[The Black Death and The Dancing Mania by Justus Friedrich Karl Hecker]@TWC D-Link bookThe Black Death and The Dancing Mania CHAPTER V--MORAL EFFECTS 15/26
The burgomasters and senators, indeed, opposed this requisition; but in Basle the populace obliged them to bind themselves by an oath to burn the Jews, and to forbid persons of that community from entering their city for the space of two hundred years.
Upon this all the Jews in Basle, whose number could not have been inconsiderable, were enclosed in a wooden building, constructed for the purpose, and burnt together with it, upon the mere outcry of the people, without sentence or trial, which, indeed, would have availed them nothing.
Soon after the same thing took place at Freyburg.

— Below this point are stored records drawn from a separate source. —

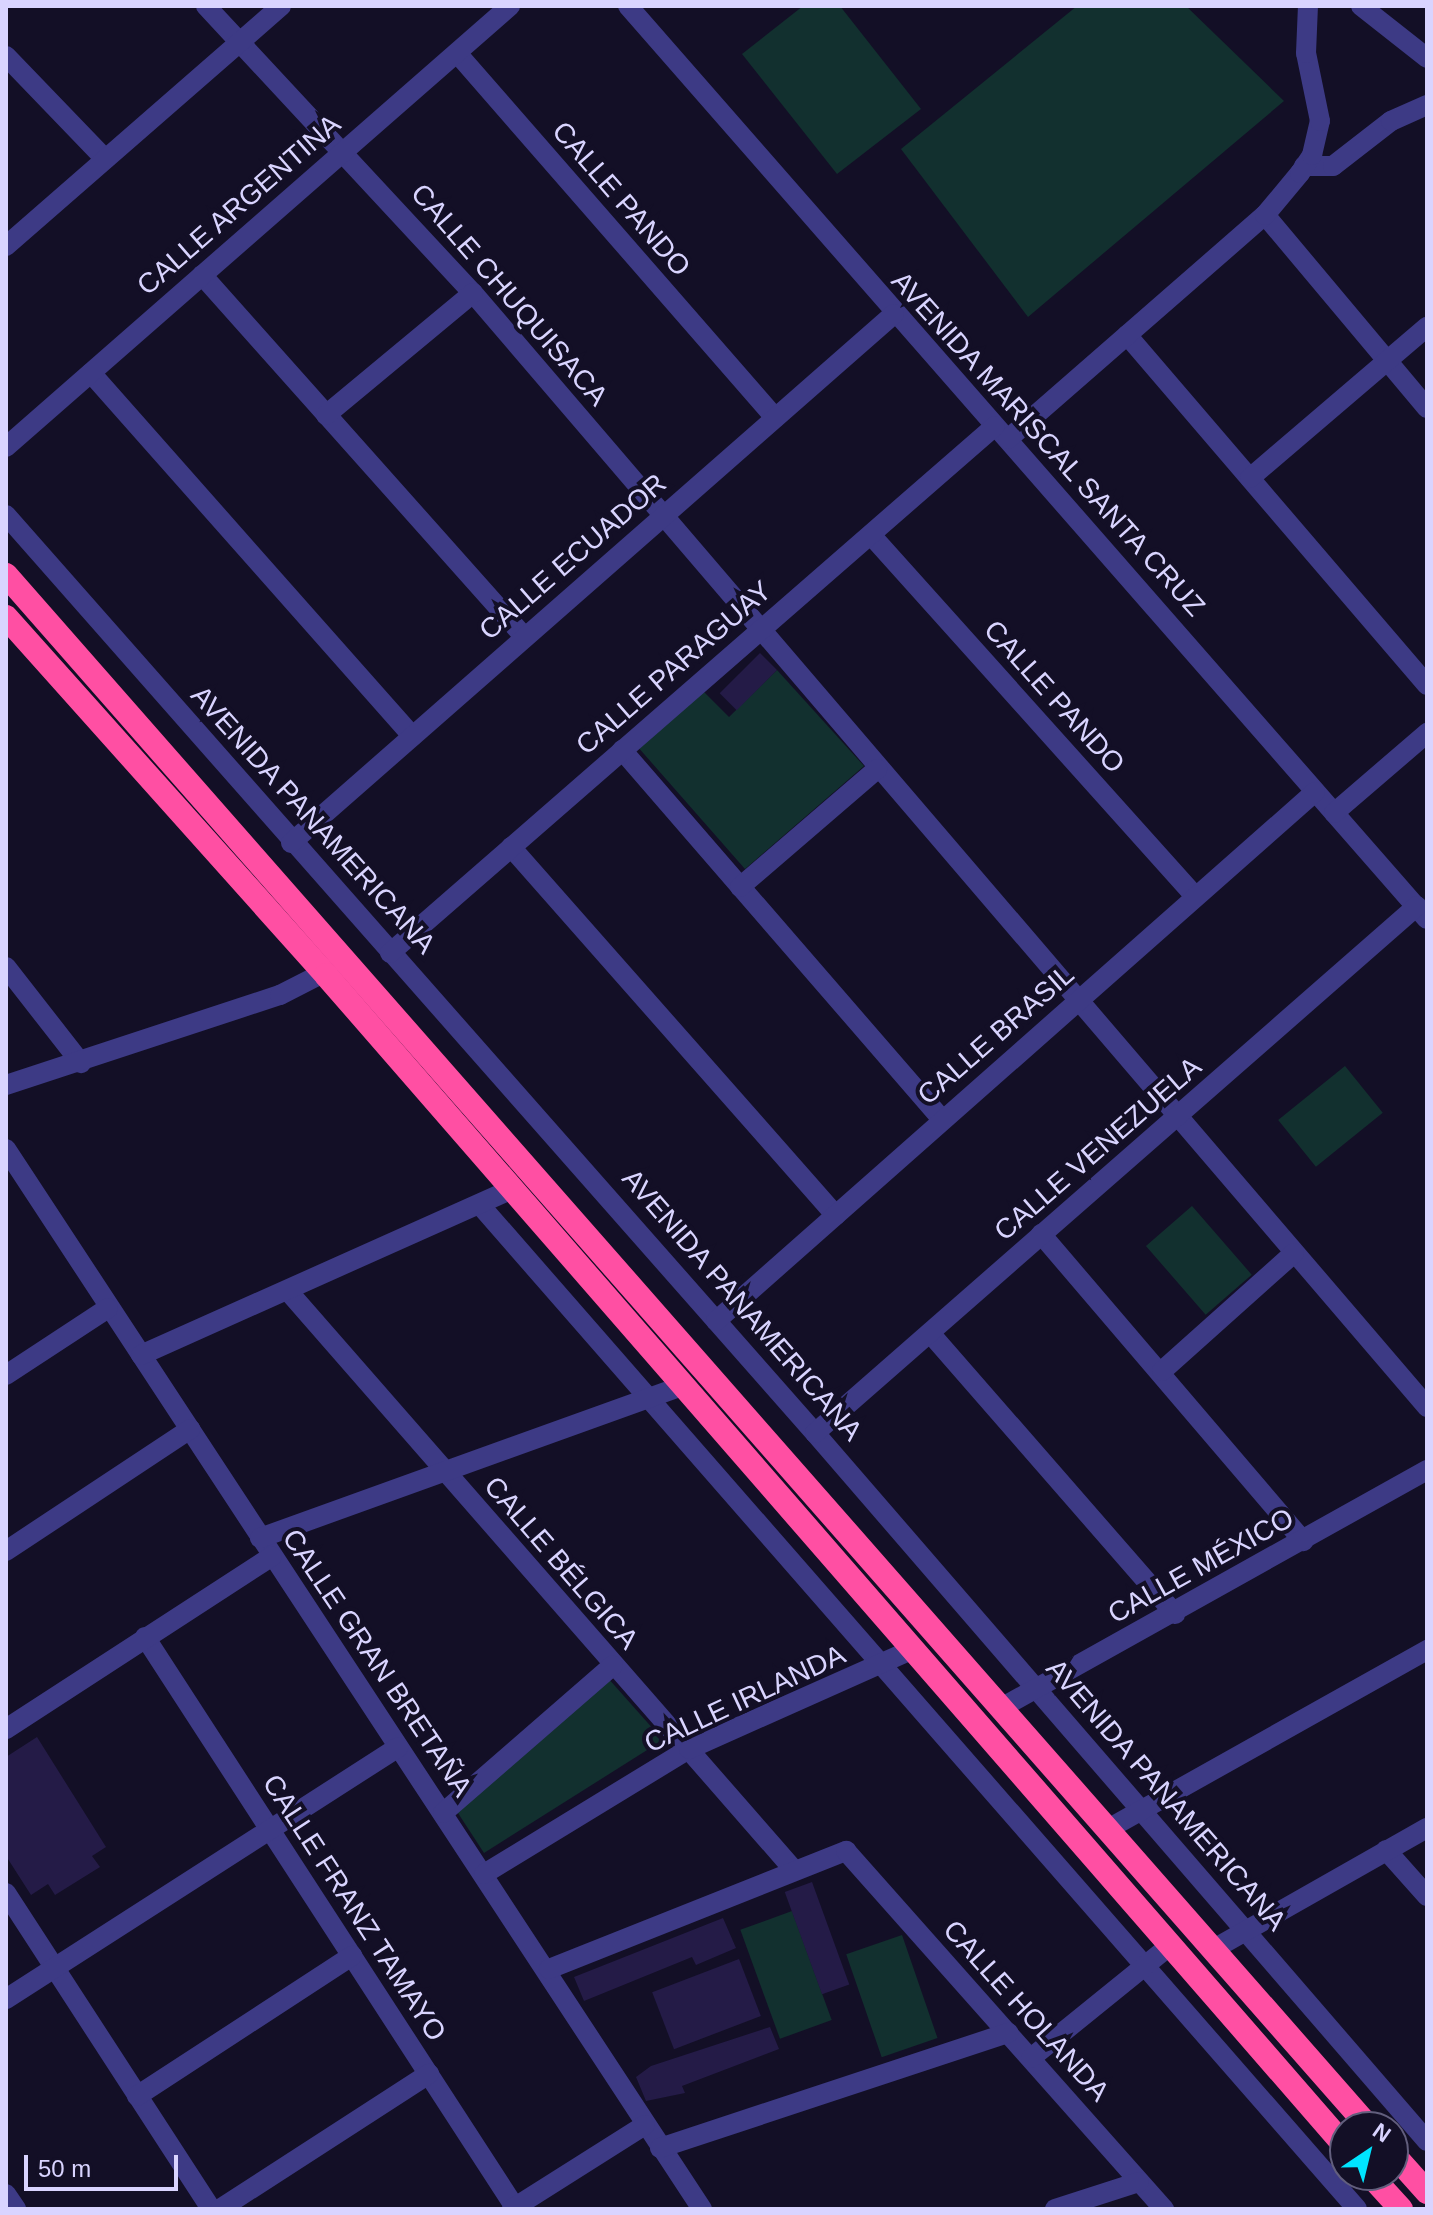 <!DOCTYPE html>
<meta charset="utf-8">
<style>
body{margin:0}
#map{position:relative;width:1433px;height:2215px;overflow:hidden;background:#130f26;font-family:Helvetica,sans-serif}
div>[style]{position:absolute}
.green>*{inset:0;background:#12302f;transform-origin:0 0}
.building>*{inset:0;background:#241b47;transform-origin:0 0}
.street>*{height:20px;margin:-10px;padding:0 10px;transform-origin:10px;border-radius:10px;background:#3d3a85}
.highway>*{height:24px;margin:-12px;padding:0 12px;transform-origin:12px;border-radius:12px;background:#ff4fa3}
span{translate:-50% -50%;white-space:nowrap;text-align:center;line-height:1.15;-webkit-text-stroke:8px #130f26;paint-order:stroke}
.street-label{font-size:28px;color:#d9d4ff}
.frame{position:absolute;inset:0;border:8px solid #d9d4ff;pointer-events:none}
.north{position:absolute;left:1329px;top:2111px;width:80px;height:80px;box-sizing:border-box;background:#130f26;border:2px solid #625e7d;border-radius:50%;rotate:35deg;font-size:22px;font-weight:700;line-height:32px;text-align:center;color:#d9d4ff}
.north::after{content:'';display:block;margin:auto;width:28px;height:36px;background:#00e5ff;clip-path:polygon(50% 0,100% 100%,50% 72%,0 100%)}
.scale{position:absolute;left:24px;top:2155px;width:154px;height:36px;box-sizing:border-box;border:4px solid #d9d4ff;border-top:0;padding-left:10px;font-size:24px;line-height:28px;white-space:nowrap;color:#d9d4ff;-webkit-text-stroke:6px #130f26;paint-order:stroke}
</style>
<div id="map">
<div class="green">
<i style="clip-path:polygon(803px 6px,840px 6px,921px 109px,837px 174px,742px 54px)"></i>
<i style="clip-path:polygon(1077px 6px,1186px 6px,1284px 101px,1028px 317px,901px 149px)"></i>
<i style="clip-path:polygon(777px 670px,864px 766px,745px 869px,637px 746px,704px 692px,729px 717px)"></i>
<i style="left:1345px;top:1066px;width:60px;height:86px;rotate:51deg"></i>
<i style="left:1192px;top:1206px;width:91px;height:61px;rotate:49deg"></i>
<i style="clip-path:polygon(607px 1677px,663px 1740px,484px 1853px,456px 1810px)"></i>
<i style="left:792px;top:1911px;width:116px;height:55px;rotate:70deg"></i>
<i style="left:902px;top:1935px;width:109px;height:59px;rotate:71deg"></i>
</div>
<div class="building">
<i style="left:760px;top:653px;width:24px;height:57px;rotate:45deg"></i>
<i style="clip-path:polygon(37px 1737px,106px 1847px,92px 1856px,100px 1867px,55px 1895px,48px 1884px,31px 1895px,6px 1856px,6px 1757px)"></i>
<i style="left:812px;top:1882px;width:109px;height:29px;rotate:70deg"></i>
<i style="clip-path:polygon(723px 1918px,736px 1948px,696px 1965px,692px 1957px,584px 2001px,574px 1977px)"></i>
<i style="left:739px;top:1959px;width:61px;height:93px;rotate:69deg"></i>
<i style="clip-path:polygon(770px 2027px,779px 2049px,682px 2086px,685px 2093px,646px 2101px,636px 2077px,651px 2066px)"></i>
</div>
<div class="street">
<i style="left:206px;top:6px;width:392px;rotate:47.1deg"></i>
<i style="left:473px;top:293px;width:1467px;rotate:49.42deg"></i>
<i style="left:628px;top:6px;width:1213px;rotate:48.81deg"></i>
<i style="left:1361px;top:6px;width:84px;rotate:38.2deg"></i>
<i style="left:457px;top:53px;width:484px;rotate:48.9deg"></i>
<i style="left:6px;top:56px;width:143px;rotate:46.1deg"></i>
<i style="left:1304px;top:166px;width:29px"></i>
<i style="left:1333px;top:166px;width:73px;rotate:-37.8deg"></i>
<i style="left:1391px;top:121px;width:39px;rotate:-24deg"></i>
<i style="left:1265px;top:215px;width:252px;rotate:50deg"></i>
<i style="left:6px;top:246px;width:365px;rotate:-41.1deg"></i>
<i style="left:202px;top:275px;width:484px;rotate:48.3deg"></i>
<i style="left:1127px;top:335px;width:461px;rotate:49.4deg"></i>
<i style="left:91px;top:373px;width:485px;rotate:48.5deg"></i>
<i style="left:326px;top:415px;width:191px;rotate:-39.7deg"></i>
<i style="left:1008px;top:439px;width:341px;rotate:-41.1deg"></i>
<i style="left:1265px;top:215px;width:55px;rotate:-50.2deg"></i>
<i style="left:1300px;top:173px;width:22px;rotate:-56deg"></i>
<i style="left:1312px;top:155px;width:35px;rotate:-77deg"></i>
<i style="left:1320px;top:121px;width:69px;rotate:-101.6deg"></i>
<i style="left:1306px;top:53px;width:47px;rotate:-87.6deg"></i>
<i style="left:6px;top:447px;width:670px;rotate:-41.19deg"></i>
<i style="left:1250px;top:478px;width:233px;rotate:-40.5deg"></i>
<i style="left:6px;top:515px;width:1224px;rotate:48.61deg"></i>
<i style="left:815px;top:1433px;width:936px;rotate:49.16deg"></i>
<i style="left:871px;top:535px;width:485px;rotate:48.1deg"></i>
<i style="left:622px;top:750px;width:488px;rotate:49.1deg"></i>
<i style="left:1334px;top:813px;width:123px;rotate:-40.7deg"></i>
<i style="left:291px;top:843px;width:802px;rotate:-41.26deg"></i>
<i style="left:511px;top:847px;width:491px;rotate:48.6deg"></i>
<i style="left:740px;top:887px;width:181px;rotate:-40.7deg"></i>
<i style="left:390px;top:953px;width:802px;rotate:-41.06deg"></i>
<i style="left:6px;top:967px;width:122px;rotate:52deg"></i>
<i style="left:6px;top:1085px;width:288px;rotate:-18.2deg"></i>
<i style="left:280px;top:995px;width:64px;rotate:-27deg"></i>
<i style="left:6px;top:1149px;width:1268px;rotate:56.71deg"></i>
<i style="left:480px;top:1205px;width:1333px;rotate:48.86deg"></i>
<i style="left:1041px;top:1234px;width:404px;rotate:49.5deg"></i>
<i style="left:288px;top:1291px;width:769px;rotate:48.85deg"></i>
<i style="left:716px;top:1321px;width:799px;rotate:-41.45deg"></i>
<i style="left:930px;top:1333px;width:373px;rotate:48.9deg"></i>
<i style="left:141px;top:1355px;width:406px;rotate:-24.1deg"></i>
<i style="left:1162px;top:1371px;width:177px;rotate:-41.8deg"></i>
<i style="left:6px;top:1375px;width:122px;rotate:-33.3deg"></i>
<i style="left:815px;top:1433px;width:800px;rotate:-41.2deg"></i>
<i style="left:260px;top:1538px;width:449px;rotate:-19.8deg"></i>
<i style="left:6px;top:1551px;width:221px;rotate:-33.5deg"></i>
<i style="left:145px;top:1637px;width:682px;rotate:57.03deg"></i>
<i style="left:1001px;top:1708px;width:488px;rotate:-29.2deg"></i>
<i style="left:6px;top:1729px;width:317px;rotate:-33deg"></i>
<i style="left:443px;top:1813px;width:225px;rotate:-41deg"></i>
<i style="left:1108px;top:1829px;width:366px;rotate:-29.3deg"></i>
<i style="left:1386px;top:1850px;width:62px;rotate:48.3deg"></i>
<i style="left:484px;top:1874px;width:240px;rotate:-31.4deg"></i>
<i style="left:689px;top:1749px;width:241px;rotate:-24deg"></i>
<i style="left:6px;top:1893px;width:377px;rotate:57deg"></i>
<i style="left:1212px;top:1950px;width:247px;rotate:-29.6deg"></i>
<i style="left:549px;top:1969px;width:320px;rotate:-21.7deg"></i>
<i style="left:846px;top:1851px;width:479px;rotate:48.4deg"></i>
<i style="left:6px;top:1999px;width:466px;rotate:-32.7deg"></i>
<i style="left:1031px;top:2058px;width:176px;rotate:-39deg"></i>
<i style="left:137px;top:2096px;width:257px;rotate:-33.1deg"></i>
<i style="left:660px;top:2148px;width:367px;rotate:-18.3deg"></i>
<i style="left:6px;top:2194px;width:18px;rotate:56deg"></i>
<i style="left:220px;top:2209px;width:249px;rotate:-32.9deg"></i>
<i style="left:512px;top:2209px;width:157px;rotate:-32.3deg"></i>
<i style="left:1055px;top:2209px;width:88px;rotate:-17.8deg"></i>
</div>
<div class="highway">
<i style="left:6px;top:575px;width:2066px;rotate:48.71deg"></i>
<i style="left:6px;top:617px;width:480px;rotate:48.2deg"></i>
<i style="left:326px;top:975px;width:1552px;rotate:48.97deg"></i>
<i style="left:1393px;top:2154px;width:51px;rotate:48.2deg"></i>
<i style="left:1370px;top:2175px;width:46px;rotate:47.6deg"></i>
</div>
<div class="street-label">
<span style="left:621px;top:199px;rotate:49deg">CALLE PANDO</span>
<span style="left:239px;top:205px;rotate:-41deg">CALLE ARGENTINA</span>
<span style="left:509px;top:295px;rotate:49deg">CALLE CHUQUISACA</span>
<span style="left:1048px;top:444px;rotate:48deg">AVENIDA MARISCAL SANTA CRUZ</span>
<span style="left:573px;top:557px;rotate:-41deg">CALLE ECUADOR</span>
<span style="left:674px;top:668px;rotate:-41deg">CALLE PARAGUAY</span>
<span style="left:1054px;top:697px;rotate:48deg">CALLE PANDO</span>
<span style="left:313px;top:820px;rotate:48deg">AVENIDA PANAMERICANA</span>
<span style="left:996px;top:1035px;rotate:-41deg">CALLE BRASIL</span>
<span style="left:1098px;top:1149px;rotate:-41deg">CALLE VENEZUELA</span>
<span style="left:742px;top:1305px;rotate:49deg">AVENIDA PANAMERICANA</span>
<span style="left:561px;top:1563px;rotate:49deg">CALLE BÉLGICA</span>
<span style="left:1201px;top:1566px;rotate:-29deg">CALLE MÉXICO</span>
<span style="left:377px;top:1663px;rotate:56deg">CALLE GRAN BRETAÑA</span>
<span style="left:745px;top:1699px;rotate:-25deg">CALLE IRLANDA</span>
<span style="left:1166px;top:1795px;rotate:49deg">AVENIDA PANAMERICANA</span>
<span style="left:354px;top:1908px;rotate:57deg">CALLE FRANZ TAMAYO</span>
<span style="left:1026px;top:2011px;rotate:48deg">CALLE HOLANDA</span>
</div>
<div class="frame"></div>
<div class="north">N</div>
<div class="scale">50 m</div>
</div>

A regular Diet was held at Bennefeld, in Alsace, where the bishops, lords, and barons, as also deputies of the counties and towns, consulted how they should proceed with regard to the Jews; and when the deputies of Strasburg--not indeed the bishop of this town, who proved himself a violent fanatic--spoke in favour of the persecuted, as nothing criminal was substantiated against them, a great outcry was raised, and it was vehemently asked, why, if so, they had covered their wells and removed their buckets.
A sanguinary decree was resolved upon, of which the populace, who obeyed the call of the nobles and superior clergy, became but the too willing executioners.